Burge in January removed himself from several cases pending in his courtroom that Cillo was assigned to, including a capital murder case.
At the time, Burge said his decision was motivated by a desire to focus on his duties as administrative judge and because of what he saw as a waste of county Prosecutor Dennis Will’s resources on efforts to get the Ohio Supreme Court to kick him off Cillo’s cases.
Burge said Thursday that his January order didn’t have the effect he thought it would.
“When I first recused myself, it was as much for Attorney Cillo’s benefit as mine, so that he could practice in front of a judge or judges with whom he felt more comfortable,” Burge said. “At this juncture, it would appear that my recusal did not solve the problem and the other judges need everyone’s help in resolving these sensitive cases.”
Burge’s January order prevented him from serving on two judicial panels hearing death penalty cases because Cillo works on all capital cases in the county. He was selected to serve on the case of Vincent Jackson Jr. in February, but Will’s office took the issue to Ohio Supreme Court Chief Justice Maureen O’Connor, who determined Burge couldn’t pick and choose which of Cillo’s cases he was involved with.
But O’Connor also wrote in her decision that if circumstances changed, Burge could lift his order and once again take on cases Cillo was assigned to work on.

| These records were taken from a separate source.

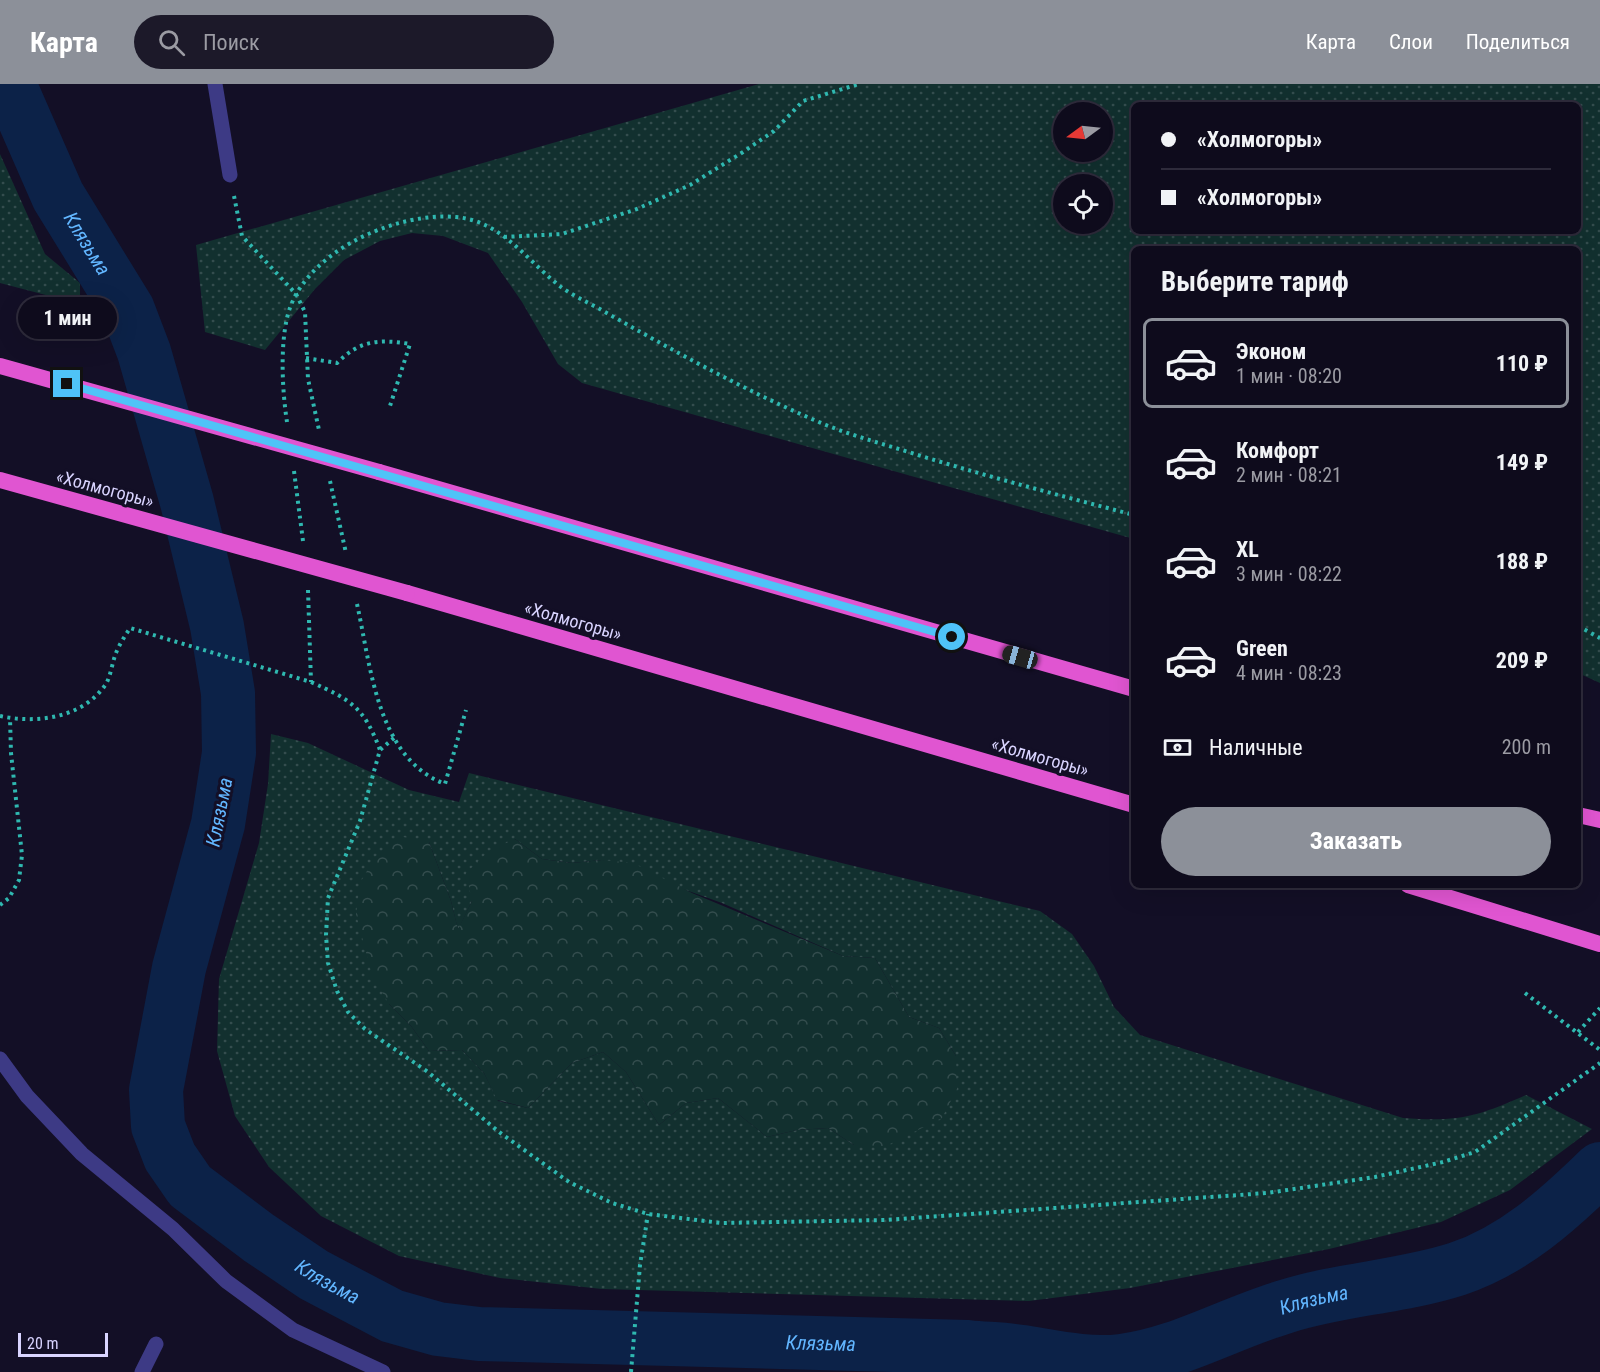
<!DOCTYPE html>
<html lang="ru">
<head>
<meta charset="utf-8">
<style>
	body { margin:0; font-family:"Roboto Condensed",sans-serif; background:#1c1929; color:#f1f3f6; height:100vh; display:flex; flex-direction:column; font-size:22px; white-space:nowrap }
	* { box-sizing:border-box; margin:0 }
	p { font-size:20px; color:#9b9ba3 }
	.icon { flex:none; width:33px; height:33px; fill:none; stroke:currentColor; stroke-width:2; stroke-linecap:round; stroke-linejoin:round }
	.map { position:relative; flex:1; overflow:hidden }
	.drawer { position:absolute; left:1131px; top:162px; width:450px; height:642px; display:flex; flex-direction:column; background:#0e0b1c; border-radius:9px; box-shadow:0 6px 24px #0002,0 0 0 2px #2e2b3b }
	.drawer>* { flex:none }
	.hud { position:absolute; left:1131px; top:18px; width:450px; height:132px; border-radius:9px; box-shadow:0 6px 24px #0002,0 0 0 2px #2e2b3b; display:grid; align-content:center; height:132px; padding:0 30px; background:#0e0b1c }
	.needle { width:39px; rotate:255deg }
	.controls { position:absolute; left:1053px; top:18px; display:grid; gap:12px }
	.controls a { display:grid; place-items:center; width:60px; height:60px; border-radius:50%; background:#0e0b1c; box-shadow:0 6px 24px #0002,0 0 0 2px #2e2b3b; font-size:30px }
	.scale { position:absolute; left:18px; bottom:15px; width:90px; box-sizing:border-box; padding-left:6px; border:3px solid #d9d4ff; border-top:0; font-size:16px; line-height:21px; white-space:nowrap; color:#d9d4ff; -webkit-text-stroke:4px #130f26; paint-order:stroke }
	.end { position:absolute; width:27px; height:27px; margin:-14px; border:8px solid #4fc3f7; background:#111; box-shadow:0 0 0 3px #111 }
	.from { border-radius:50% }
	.bubble { position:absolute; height:42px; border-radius:21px; background:#0e0b1c; box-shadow:0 6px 24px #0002,0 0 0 2px #2e2b3b; font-size:20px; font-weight:700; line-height:42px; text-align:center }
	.car { position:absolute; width:18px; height:36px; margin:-18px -9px; border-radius:8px; box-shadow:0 0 4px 2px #0007; background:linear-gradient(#222 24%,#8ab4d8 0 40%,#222 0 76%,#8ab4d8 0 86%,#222 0) }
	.hud b { display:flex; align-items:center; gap:21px; height:57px; font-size:22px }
	.hud b+b { border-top:2px solid #2e2b3b }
	.hud i { width:15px; height:15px; background:#f1f3f6 }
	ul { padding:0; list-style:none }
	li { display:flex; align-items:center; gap:18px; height:90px; margin:0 12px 9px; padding:0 18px; border:3px solid transparent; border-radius:9px }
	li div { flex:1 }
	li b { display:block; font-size:22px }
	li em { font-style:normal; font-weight:700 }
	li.current { border-color:#8c9099 }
	li>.icon { width:54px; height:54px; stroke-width:1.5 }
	h2 { padding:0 30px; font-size:27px; line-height:72px }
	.pay { display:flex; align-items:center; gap:15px; height:66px; padding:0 30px; font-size:22px }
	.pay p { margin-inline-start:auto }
	.cta { display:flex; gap:12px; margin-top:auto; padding:12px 30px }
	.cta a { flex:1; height:69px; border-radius:36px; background:#8c9099; color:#fff; font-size:24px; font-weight:700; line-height:69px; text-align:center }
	header { display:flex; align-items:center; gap:36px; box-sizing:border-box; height:84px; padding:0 30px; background:#8c9099; color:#fff }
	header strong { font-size:28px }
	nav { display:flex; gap:33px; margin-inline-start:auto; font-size:21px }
	.search { width:420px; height:54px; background:#1c1929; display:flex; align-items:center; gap:15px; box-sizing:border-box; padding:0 21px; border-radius:33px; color:#9b9ba3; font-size:22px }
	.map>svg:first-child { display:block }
	.grass { fill:url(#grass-dots); fill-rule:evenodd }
	.forest { fill:url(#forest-crowns) }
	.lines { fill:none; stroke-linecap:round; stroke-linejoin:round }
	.stream { stroke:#0c2248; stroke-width:9 }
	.river { stroke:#0c2248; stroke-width:54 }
	.path { stroke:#2fb8b0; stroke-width:4; stroke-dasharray:3 4.5; stroke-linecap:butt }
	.service { stroke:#3d3a85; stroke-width:15 }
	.minor { stroke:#3d3a85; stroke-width:15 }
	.trunk { stroke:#e055d1; stroke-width:16 }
	.trunk-bridge { stroke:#e055d1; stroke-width:16 }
	.route { stroke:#4fc3f7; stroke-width:8 }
	.labels { text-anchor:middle; stroke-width:6; stroke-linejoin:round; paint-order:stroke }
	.street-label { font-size:18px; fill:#d9d4ff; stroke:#130f26 }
	.water-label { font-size:20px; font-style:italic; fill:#62b6ff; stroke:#130f26 }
</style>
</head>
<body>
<header>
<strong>Карта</strong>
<div class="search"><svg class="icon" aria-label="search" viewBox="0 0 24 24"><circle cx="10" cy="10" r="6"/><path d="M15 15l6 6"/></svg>Поиск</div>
<nav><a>Карта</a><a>Слои</a><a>Поделиться</a></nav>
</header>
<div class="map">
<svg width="1600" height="1288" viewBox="0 0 1600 1288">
	<defs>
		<pattern id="grass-dots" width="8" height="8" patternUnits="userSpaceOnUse" patternTransform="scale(1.5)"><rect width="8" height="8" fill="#12302f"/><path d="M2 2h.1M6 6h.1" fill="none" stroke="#344d4e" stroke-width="1.8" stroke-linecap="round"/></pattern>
		<pattern id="forest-crowns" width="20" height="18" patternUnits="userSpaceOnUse" patternTransform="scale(1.5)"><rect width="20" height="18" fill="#12302f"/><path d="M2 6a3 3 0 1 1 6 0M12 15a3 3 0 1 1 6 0" fill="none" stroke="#344d4e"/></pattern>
	</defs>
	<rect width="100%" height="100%" fill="#130f26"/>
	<path class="grass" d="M759,0h841v599l-22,-10v-424h-444v290l-552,-156 -24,-19 -36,-62 -34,-49 -45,-17 -31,-3 -32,8 -36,19 -29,29 -50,61 -60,-18 -9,-87zM1134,21h444v126h-444zM1102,28v40h-38v-40zM1064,100h38v40h-38z
		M0,70l45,100 35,29v21l-80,-21z
		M271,650l37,9 101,47 50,12 10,-29 571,138 32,23 22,32 20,41 26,28 263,83c56,4 73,-1 123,-23l66,34 -82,61 -69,32 -112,27 -199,39 -101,13 -427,-12 -102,-11 -101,-22 -78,-40 -52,-49 -34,-51 -18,-65 2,-72 40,-136 9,-59zM515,755l27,20 30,4 30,-3 120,43 121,53 32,2 34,59 30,11 17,28 -102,89 -26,-17 -31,2 -30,7 -49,-39 -32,5 -27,22 -33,-53 -23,-20 -31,11 -44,45 -30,-7 -14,-28 -22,-23 -33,1 -18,-25 -22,-22 40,-162 22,59 7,29 14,-29z"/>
	<path class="forest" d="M398,752l31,6 22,59 7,28 14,-28 -6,-28 23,-22 26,-12 27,20 30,4 30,-3 31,3 59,30 151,63 32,2 34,59 30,11 17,28 1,33 -15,29 -56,28 -32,-1 -26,-17 -31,2 -30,7 -49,-39 -32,5 -27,22 -33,-53 -23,-20 -31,11 -44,45 -31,-8 -13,-27 -22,-23 -33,1 -18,-25 -22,-22 -17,-29 -16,-61 4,-31 15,-26z"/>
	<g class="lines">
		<path class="stream" d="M1165,1267l11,21"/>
		<path class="river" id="s1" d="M9,0l49,112 70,114 16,42 43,150 30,124 11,67 1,60 -11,71 -39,144 -23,122 2,36 12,31 20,29 69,52 55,37 78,41 46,13 41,5 489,13c18,2 36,2 54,5 32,5 66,13 99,9 57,-7 109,-38 163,-54 56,-18 117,-20 173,-38 57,-19 101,-59 143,-100"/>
		<path class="path" d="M234,112l8,40 54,58 9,18 3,67 11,51
			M504,153l58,-3 75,-25 53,-24 53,-33 31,-21 29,-30 56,-17
			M306,274l31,5c23,-23 42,-24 73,-19l-20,62
			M287,338c-5,-32 -8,-87 4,-117 23,-57 107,-93 165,-88 46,4 71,44 105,70 11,8 24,14 37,21 74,42 149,84 228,117 30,12 61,20 92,30 71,22 144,41 216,60
			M294,387l9,70
			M330,397l16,72
			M308,506l3,92
			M357,520c14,63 20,154 88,180l21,-74
			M1578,542l22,12
			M0,632c37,8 83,2 106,-32 5,-9 6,-21 10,-31 3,-8 9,-17 14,-25l181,54c40,18 53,25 69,68
			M394,654l-14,12 -20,71 -32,77 -2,37 2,28 9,28 11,21 17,17 63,43 71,60 70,50 43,21 36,11 73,9 164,-3 382,-27 108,-16 68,-15 32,-10 125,-89
			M0,821l9,-7 10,-18 3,-25 -11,-102 -1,-35
			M1525,909l75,57
			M1578,948l22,-24
			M631,1288l9,-107 8,-51"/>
		<path class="service" d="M0,975l27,37 55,58 91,75 53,52 67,49 90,42
			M142,1288l14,-28"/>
		<path class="minor" d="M215,0l15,91"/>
		<path class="trunk" d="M379,388l755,217
			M407,509l727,212
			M1578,731l22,5
			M1408,801l192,59"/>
		<path class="trunk-bridge" d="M0,282l379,106
			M0,396l407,113"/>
	</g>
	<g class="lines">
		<path class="route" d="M67,300l885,253"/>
	</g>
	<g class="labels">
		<g class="street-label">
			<text transform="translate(105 405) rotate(15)" y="6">«Холмогоры»</text>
			<text transform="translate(573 537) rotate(16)" y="6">«Холмогоры»</text>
			<text transform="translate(1040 673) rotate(16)" y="6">«Холмогоры»</text>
		</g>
		<g class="water-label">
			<text dy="7" stroke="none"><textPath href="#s1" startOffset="178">Клязьма</textPath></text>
			<text transform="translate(219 728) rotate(-79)" y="7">Клязьма</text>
			<text dy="7" stroke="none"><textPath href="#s1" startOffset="1330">Клязьма</textPath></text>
			<text dy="7" stroke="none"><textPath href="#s1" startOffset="2338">Клязьма</textPath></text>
			<text dy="7" stroke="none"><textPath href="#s1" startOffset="1834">Клязьма</textPath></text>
		</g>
	</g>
</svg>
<div class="controls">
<a><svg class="needle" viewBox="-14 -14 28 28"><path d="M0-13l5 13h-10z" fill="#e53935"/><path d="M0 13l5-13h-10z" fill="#9b9ba3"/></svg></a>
<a><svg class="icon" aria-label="locate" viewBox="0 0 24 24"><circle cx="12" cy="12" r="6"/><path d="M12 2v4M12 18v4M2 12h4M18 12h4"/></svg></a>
</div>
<div class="scale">20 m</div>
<i class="end from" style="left:952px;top:553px"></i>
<i class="end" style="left:67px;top:300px"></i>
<div class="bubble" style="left:18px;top:213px;width:99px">1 мин</div>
<i class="car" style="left:1020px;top:573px;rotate:286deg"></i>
<div class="hud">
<b><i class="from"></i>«Холмогоры»</b>
<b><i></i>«Холмогоры»</b>
</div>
<section class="drawer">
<h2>Выберите тариф</h2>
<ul>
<li class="current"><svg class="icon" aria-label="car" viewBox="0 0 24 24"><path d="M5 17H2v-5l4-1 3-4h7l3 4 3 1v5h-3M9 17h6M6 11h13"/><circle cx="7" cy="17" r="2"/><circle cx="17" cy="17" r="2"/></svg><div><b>Эконом</b><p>1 мин · 08:20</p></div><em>110 ₽</em></li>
<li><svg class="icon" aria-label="car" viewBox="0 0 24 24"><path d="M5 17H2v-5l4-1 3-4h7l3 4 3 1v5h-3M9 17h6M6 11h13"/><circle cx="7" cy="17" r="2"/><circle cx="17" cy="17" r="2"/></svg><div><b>Комфорт</b><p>2 мин · 08:21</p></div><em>149 ₽</em></li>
<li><svg class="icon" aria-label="car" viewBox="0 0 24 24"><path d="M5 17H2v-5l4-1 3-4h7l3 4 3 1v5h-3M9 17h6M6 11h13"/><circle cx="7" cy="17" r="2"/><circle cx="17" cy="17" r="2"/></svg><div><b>XL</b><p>3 мин · 08:22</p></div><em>188 ₽</em></li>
<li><svg class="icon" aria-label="car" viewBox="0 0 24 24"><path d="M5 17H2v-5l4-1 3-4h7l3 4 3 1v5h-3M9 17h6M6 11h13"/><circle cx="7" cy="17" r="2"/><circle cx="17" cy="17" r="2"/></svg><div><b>Green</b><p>4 мин · 08:23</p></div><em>209 ₽</em></li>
</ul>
<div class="pay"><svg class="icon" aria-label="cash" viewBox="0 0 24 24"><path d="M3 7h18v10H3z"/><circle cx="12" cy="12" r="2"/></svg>Наличные<p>200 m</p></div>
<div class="cta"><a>Заказать</a></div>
</section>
</div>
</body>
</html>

Will said Thursday he didn’t have an explanation for why Burge had decided he could hear Cillo’s cases again, although he said Burge’s explanation didn’t make much sense to him.
“I’ll deal with it when I have to,” Will said. “I’m not sure what prompted this.”
Will also called Burge’s suggestion that he is wasting resources trying to have the judge removed from certain cases “ridiculous.” Will said he takes that step only when he feels he needs to do so in order to receive a fair hearing.
Burge said Thursday that shouldn’t be a problem.
“I always believed I could be fair,” he said.
Before O’Connor’s ruling in the Jackson case, prosecutors were able to force Burge off only one case. O’Connor ruled last year that Burge’s comments to the media could lead the public to conclude he had become Cillo’s adversary in the case of death row inmate Stanley Jalowiec, who is seeking a new trial.
But O’Connor rejected Cillo’s request for a blanket order removing Burge from all of his cases.
“Judges are presumed to be capable of putting aside old disagreements with former opposing counsel and attorneys appearing before them, and nothing in Cillo’s affidavits would lead a reasonable person to conclude that Judge Burge has developed such a strong personal bias against Cillo — based on their history — that the judge would be unable to preside fairly over cases involving him,” O’Connor wrote last May.
Burge, a former defense attorney, frequently tried cases against Cillo before he took the bench in 2007.
Since he became a judge, Burge and prosecutors have frequently clashed on issues, most recently a court-run diversion program overseen by the county’s judges that Will contends is illegal under state law.
Will asked the Supreme Court to shut down the four-year-old program earlier this month.